(Dataset excerpts)

====

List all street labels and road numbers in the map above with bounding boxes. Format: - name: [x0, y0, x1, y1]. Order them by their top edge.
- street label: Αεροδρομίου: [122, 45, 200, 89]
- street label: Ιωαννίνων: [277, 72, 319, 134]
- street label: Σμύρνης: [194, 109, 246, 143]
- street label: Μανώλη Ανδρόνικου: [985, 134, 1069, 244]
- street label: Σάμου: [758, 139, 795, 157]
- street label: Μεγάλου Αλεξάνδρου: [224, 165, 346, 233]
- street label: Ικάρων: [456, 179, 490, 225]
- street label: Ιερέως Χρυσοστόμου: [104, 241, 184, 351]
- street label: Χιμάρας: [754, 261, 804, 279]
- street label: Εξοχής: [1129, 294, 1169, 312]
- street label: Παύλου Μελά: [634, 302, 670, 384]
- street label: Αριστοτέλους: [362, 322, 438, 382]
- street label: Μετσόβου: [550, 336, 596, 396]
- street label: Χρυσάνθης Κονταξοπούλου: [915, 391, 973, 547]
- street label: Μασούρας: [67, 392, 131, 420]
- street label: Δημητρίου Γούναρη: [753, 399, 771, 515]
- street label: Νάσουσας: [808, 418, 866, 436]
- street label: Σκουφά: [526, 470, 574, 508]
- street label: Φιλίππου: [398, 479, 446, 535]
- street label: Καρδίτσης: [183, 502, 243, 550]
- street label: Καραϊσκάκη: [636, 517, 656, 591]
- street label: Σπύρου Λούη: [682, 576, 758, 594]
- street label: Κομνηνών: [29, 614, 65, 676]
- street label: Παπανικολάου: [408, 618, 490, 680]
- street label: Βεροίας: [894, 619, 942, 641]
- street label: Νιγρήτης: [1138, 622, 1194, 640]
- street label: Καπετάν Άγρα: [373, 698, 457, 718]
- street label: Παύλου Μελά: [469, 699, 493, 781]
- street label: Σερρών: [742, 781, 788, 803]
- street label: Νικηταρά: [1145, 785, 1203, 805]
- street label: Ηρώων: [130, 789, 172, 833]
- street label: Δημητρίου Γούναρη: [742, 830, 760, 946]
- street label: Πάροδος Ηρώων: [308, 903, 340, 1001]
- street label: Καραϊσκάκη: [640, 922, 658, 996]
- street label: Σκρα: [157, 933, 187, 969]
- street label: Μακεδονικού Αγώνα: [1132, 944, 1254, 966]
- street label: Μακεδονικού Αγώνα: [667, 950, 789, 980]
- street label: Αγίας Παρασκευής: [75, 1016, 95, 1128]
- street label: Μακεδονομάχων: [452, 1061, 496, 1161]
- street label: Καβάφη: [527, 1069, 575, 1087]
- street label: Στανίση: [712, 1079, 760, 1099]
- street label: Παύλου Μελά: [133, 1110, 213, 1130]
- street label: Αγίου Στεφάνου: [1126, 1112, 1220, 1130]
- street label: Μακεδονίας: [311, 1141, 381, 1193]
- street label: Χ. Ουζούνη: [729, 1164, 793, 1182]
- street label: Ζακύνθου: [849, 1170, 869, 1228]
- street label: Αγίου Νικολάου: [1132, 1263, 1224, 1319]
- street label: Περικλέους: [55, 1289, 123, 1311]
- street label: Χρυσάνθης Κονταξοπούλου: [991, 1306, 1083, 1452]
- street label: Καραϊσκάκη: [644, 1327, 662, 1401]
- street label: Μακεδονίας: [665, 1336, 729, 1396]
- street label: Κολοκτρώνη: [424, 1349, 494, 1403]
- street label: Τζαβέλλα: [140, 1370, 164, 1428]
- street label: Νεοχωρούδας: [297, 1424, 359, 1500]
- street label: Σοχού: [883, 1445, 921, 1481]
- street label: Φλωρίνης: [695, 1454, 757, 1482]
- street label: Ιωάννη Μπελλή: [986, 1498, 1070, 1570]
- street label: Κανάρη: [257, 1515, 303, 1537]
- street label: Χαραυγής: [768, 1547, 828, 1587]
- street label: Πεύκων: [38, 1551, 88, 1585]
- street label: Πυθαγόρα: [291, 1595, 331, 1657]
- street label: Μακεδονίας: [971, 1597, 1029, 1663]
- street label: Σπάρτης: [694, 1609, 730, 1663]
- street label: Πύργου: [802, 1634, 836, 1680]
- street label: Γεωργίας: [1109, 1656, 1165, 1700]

====

• Task instructions: Each line of the entries holding the string "Καραϊσκάκη" should be found and copied.

• Solution for this task:
- street label: Καραϊσκάκη: [636, 517, 656, 591]
- street label: Καραϊσκάκη: [640, 922, 658, 996]
- street label: Καραϊσκάκη: [644, 1327, 662, 1401]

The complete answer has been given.